Q: As an elected official, what role will you play or push your elected body to play in promoting the safety and wellness of LGBTQ people who are parents, children, homeless, of color, disabled, tourists, new to the area?
I feel that festivals such as the Pride festival has become part of the charlottesville identity and I hope that we not only continue to be LGBTQ friendly but also look to where we can grow our community to be better for everyone. All inclusive bathrooms/multi-gender bathrooms are a great place we can start changing culture in city spaces.
Q. Are you safe-space trained and, if not, are you willing to be and to push your fellow officials, staff, and partners to get trained, along with trainings in implicit bias and bystander training addressing race and gender issues that also affect members of the LGBTQ community?
I am not safe space trained and would welcome such training. I believe that the only way we will move forward is in understanding our implicit and unconscious biases. My background is in psychology and I feel we have much to unlearn as a society. I have continued my education in trainings in Mental Health First Aid, Cultural bias trainings, discussion and education sessions lead by our local SURJ chapter and being a certified peer support specialist. Educating myself, other council members and all city staff is a way to start. I would love to talk to a local safe space trainer about exactly what safe space training is and how it can be implemented.
Q: What else do you want the local LGBTQ community to know about you?

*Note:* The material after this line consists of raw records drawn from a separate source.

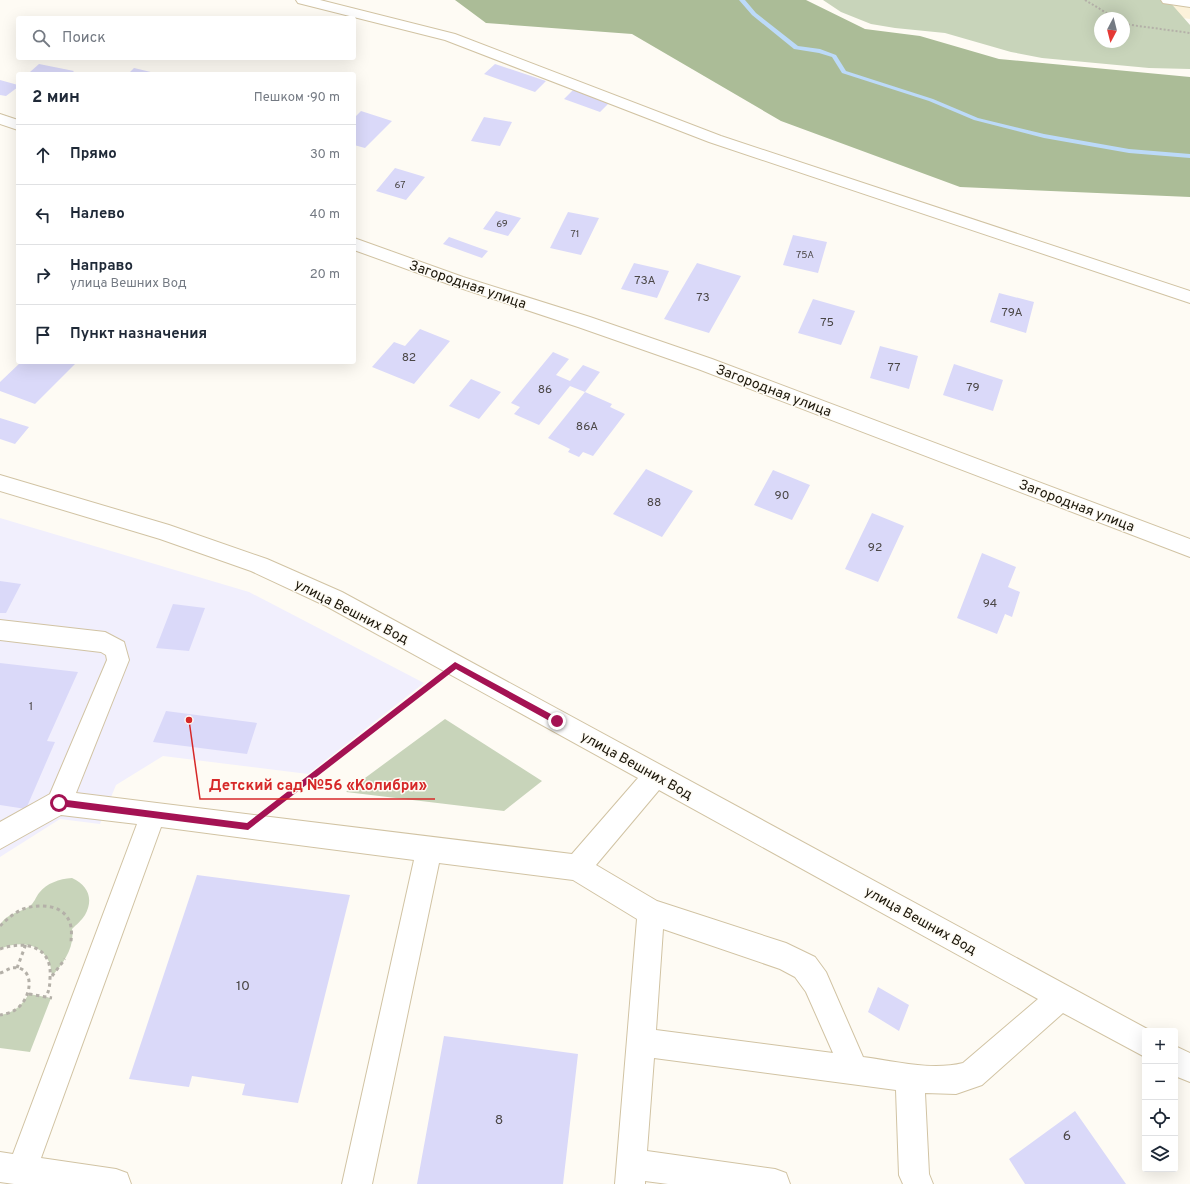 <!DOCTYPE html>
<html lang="ru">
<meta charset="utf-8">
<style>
body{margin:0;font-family:Overpass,sans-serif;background:#f6f6f7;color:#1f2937}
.controls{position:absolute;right:12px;bottom:12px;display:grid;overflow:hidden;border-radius:4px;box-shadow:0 4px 16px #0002}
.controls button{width:36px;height:36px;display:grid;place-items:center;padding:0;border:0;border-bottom:1px solid #e0e1e3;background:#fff;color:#1f2937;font:20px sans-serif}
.compass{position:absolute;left:1094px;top:12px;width:36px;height:36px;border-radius:50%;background:#fff;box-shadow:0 4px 16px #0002;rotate:187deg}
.stop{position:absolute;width:12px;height:12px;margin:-9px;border:3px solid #a41253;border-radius:50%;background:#fff}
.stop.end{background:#a41253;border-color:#fff;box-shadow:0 1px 4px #0008}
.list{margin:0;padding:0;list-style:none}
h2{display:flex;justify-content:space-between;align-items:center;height:52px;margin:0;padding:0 16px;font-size:17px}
h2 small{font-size:13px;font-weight:400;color:#747a83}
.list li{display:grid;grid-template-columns:26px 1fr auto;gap:12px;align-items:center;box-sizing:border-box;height:60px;padding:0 16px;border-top:1px solid #e0e1e3}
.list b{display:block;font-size:15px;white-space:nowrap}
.list p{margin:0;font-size:13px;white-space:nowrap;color:#747a83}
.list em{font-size:13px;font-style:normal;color:#747a83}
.icon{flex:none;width:22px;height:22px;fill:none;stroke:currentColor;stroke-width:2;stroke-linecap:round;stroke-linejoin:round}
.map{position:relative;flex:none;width:1190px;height:1184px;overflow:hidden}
.search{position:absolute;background:#fff;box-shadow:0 4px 16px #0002;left:16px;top:16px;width:340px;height:44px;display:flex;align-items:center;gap:10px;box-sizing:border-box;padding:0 14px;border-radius:4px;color:#747a83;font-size:15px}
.panel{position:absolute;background:#fff;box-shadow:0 4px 16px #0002;left:16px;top:72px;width:340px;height:292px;border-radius:4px}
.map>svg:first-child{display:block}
</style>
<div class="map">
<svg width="1190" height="1184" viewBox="0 0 1190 1184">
<rect width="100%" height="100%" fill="#fefbf4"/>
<path fill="#fcf2da" d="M 1154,0 L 1190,0 L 1190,19 L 1166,16 Z"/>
<path fill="#f1effd" d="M 0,518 L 249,592 L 424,683 L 308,774 L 163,756 L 116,785 L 100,824 L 60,819 L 0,857 Z"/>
<path fill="#c8d4ba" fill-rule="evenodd" d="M 823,0 L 1168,0 L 1190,25 L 1190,69 L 1149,68 L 1042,58 L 1011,52 L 945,33 L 895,28 L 871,24 L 841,12 ZM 1100,18 L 1124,18 L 1124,42 L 1100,42 Z
M 445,719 L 542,781 L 504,811 L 346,792 Z
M 72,878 C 88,885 94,899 85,915 C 82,920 76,925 72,929 C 75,947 63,964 52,976 C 51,971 51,964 48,960 C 39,942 17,941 0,949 C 0,942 0,933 0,927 C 3,914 22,912 30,906 C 34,903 36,897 39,893 C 47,883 59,879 72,878 Z
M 29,994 L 51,998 L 30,1052 L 0,1048 L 0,1015 C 14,1013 21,1006 29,994 Z"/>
<path fill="#abbc97" d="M 455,0 L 806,0 L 865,29 L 920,36 L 999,59 L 1190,77 L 1190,197 L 960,187 L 781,121 L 632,34 L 486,23 Z"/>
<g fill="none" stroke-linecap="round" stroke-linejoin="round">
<path fill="#bcdaf9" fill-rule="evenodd" d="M 739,0 L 745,0 L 756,13 L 798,46 L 820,49 L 836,55 L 846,71 L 933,99 L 978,118 L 1044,134 L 1129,149 L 1190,154 L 1190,158 L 1129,153 L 1044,138 L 974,120 L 929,101 L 842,73 L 832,57 L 819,53 L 794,49 L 752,15 Z"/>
</g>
<path fill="#dad9f9" d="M 39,64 L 74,71 L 71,74 L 35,74 L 37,73 L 30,72 Z
M 495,64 L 546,81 L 535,92 L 484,74 Z
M 134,68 L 155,73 L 155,74 L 128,74 Z
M 0,80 L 18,85 L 18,87 L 6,96 L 0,95 Z
M 573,90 L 609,103 L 600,112 L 564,99 Z
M 361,111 L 392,121 L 365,148 L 354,145 L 354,118 Z
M 484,117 L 512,122 L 500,146 L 471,141 Z
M 395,168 L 425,177 L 406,200 L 376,191 Z
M 496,211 L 521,218 L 508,236 L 483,229 Z
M 568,212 L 599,218 L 581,255 L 550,248 Z
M 793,235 L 827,242 L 818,273 L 783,265 Z
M 449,237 L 488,251 L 482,258 L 443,244 Z
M 634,263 L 669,271 L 657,298 L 621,289 Z
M 697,263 L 741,276 L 709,333 L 664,319 Z
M 999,293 L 1034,302 L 1026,333 L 990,322 Z
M 813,299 L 855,311 L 841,345 L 798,333 Z
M 420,329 L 450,341 L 414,384 L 372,367 L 394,342 L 405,346 Z
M 880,346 L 918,356 L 909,389 L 870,378 Z
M 553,352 L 569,359 L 556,375 L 570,381 L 583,365 L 600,372 L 585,392 L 570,386 L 539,425 L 514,414 L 520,407 L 511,403 Z
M 21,362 L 77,362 L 35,404 L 0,391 L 0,382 Z
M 954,364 L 1003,380 L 993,411 L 943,395 Z
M 471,379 L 501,392 L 479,419 L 449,406 Z
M 585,392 L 612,404 L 610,407 L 625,414 L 593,456 L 583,452 L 579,457 L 568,452 L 570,449 L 548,438 Z
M 0,418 L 29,427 L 15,444 L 0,439 Z
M 646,469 L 693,491 L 662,537 L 613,514 Z
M 773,470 L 810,485 L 792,520 L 754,505 Z
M 872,513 L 904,526 L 878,582 L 845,569 Z
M 982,553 L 1016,567 L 1008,587 L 1020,592 L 1012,617 L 1005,614 L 997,634 L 957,618 Z
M 0,581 L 21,584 L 6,613 L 0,613 Z
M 173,604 L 205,608 L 189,651 L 156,648 Z
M 0,663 L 78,672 L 47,741 L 55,742 L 26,809 L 0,805 Z
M 166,711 L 257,723 L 247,754 L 153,742 Z
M 197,875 L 350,895 L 298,1103 L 242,1095 L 245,1084 L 192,1076 L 189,1087 L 129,1079 Z
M 878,987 L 909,1005 L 899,1031 L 868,1012 Z
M 444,1036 L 578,1054 L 563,1184 L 417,1184 Z
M 1075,1111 L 1126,1184 L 1025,1184 L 1009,1159 Z"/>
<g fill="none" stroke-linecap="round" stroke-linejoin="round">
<g stroke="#d1c3a3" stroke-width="2">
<path id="minor" d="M 296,0 L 320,0 L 455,34 L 721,136 L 1190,291 L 1190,303 L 709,142 L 445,40 L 298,3 Z
M 1161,0 L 1190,0 L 1190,7 L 1163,3 Z
M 0,114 L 18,120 L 18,130 L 0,124 Z
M 354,238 L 463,277 L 590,317 L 712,359 L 1190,539 L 1190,557 L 698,369 L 578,327 L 451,285 L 354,250 Z
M 0,475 L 169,525 L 267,559 L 342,592 L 1151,1031 L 1145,1031 L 1145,1057 L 1063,1013 L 982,1085 L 956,1094 L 925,1093 L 929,1174 L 933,1184 L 903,1184 L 899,1175 L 896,1090 L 654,1058 L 647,1151 L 775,1169 L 786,1173 L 790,1184 L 668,1184 L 645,1181 L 645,1184 L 615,1184 L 637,919 L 573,880 L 439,863 L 372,1184 L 342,1184 L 414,860 L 161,827 L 41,1158 L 116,1169 L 127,1173 L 131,1184 L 14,1184 L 0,1182 L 0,1152 L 13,1154 L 137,824 L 61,815 L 0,849 L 0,822 L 50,794 L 107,660 L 106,655 L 101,652 L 0,640 L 0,620 L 105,632 L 124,642 L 129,660 L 76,793 L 572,854 L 638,778 L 326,606 L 251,571 L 160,539 L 0,491 ZM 659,790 L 1038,999 L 963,1063 C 931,1071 895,1061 863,1057 L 826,972 L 815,957 L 786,943 L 657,901 L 596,865 ZM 663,929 L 780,969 L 795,977 L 806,992 L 833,1053 L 656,1030 Z
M 1175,1046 L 1190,1053 L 1190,1082 L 1175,1076 Z"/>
</g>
<path stroke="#b4b0a8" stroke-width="2" stroke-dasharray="2 2" stroke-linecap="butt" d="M 1085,0 L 1115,18
M 1124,24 L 1190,33"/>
<path stroke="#b4b0a8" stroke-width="3" stroke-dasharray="3.5 3.5" stroke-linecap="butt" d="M 283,799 L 431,685
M 0,926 C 7,919 14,913 23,909 C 40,903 67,904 71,927 C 72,932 71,938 71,943
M 0,949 C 25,940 53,946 50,978 C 50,985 49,991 46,997
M 17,968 L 26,944
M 0,973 C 4,972 8,969 11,968 C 36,964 33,999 15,1010 C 11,1013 5,1014 0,1015
M 52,976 L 65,959
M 29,994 L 52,998"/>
<use href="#minor" fill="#fff" fill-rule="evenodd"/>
</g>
<path fill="#a41253" d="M 455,662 L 560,719 L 560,724 L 555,724 L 456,669 L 248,830 L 59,806 L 56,803 L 59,799 L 247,823 Z"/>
<g text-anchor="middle" stroke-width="3" stroke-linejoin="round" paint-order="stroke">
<g font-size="10" fill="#4b4746">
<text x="400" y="188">67</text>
<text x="502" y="227">69</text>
<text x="575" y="237">71</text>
<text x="805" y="258">75А</text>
</g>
<g font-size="12" fill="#4b4746">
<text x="645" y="284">73А</text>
<text x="703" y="301">73</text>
<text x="1012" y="316">79А</text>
<text x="827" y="326">75</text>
<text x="409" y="361">82</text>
<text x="894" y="371">77</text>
<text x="973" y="391">79</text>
<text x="545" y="393">86</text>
<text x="587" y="430">86А</text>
<text x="782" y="499">90</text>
<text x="654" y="506">88</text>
<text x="875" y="551">92</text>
<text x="990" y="607">94</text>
<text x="31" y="710">1</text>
</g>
<g font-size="14" fill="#1b160a" stroke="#fefbf4">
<text transform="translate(468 284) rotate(19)" y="5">Загородная улица</text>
<text transform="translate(774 390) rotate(21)" y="5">Загородная улица</text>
<text transform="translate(1077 505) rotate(21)" y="5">Загородная улица</text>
<text transform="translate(352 611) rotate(27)" y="5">улица Вешних Вод</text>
<text transform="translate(637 765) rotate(29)" y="5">улица Вешних Вод</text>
<text transform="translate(921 920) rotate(29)" y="5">улица Вешних Вод</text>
</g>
<g font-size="14" fill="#4b4746">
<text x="243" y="990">10</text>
<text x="499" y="1124">8</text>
<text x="1067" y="1140">6</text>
</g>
</g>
<path fill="none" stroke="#d62828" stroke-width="1.5" d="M189 720L200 799H435"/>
<circle fill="#d62828" stroke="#fefbf4" stroke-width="1.5" cx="189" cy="720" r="4"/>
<g font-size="15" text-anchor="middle" font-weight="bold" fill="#d62828" stroke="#fefbf4" stroke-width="3" stroke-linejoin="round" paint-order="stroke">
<text x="318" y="790">Детский сад №56 «Колибри»</text>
</g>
</svg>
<div class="controls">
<button>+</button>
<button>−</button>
<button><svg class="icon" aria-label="locate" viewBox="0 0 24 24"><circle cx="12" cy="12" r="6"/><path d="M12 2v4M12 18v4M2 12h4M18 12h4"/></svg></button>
<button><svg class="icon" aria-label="layers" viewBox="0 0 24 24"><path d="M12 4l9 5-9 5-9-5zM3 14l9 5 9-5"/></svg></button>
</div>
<svg class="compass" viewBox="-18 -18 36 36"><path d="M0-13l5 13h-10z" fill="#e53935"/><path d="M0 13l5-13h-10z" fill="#747a83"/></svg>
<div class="stop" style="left:59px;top:803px"></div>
<div class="stop end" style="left:557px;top:721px"></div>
<div class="search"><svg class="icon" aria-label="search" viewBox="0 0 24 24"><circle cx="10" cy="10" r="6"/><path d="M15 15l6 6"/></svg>Поиск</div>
<section class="panel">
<h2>2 мин<small>Пешком · 90 m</small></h2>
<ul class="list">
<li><svg class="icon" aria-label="ahead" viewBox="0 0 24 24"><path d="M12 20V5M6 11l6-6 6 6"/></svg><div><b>Прямо</b></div><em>30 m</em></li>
<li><svg class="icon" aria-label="left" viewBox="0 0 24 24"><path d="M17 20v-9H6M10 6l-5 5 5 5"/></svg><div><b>Налево</b></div><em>40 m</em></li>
<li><svg class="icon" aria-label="right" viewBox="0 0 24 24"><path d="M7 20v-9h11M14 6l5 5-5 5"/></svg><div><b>Направо</b><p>улица Вешних Вод</p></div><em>20 m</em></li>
<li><svg class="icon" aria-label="arrive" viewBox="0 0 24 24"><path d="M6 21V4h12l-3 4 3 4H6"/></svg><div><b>Пункт назначения</b></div></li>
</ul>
</section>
</div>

I have lived here most of my life, I went to Tandem because in the 80’s being a kid that was “different” was not okay in Nelson County. I want to make sure our schools and city accept and honor people for who they are and that “difference” is what makes us stronger as a community. I was lucky in Charlottesville, I have never felt wrong for loving a person regardless of their gender. However I do know that bias does still exist, and not everyone has been as lucky as I have. I had close friends who struggled to be accepted by their family when they came out, and the lack of accessible therapy was devastating for them. My daughter and I talk on a regular basis about LGBTQ and her own identity.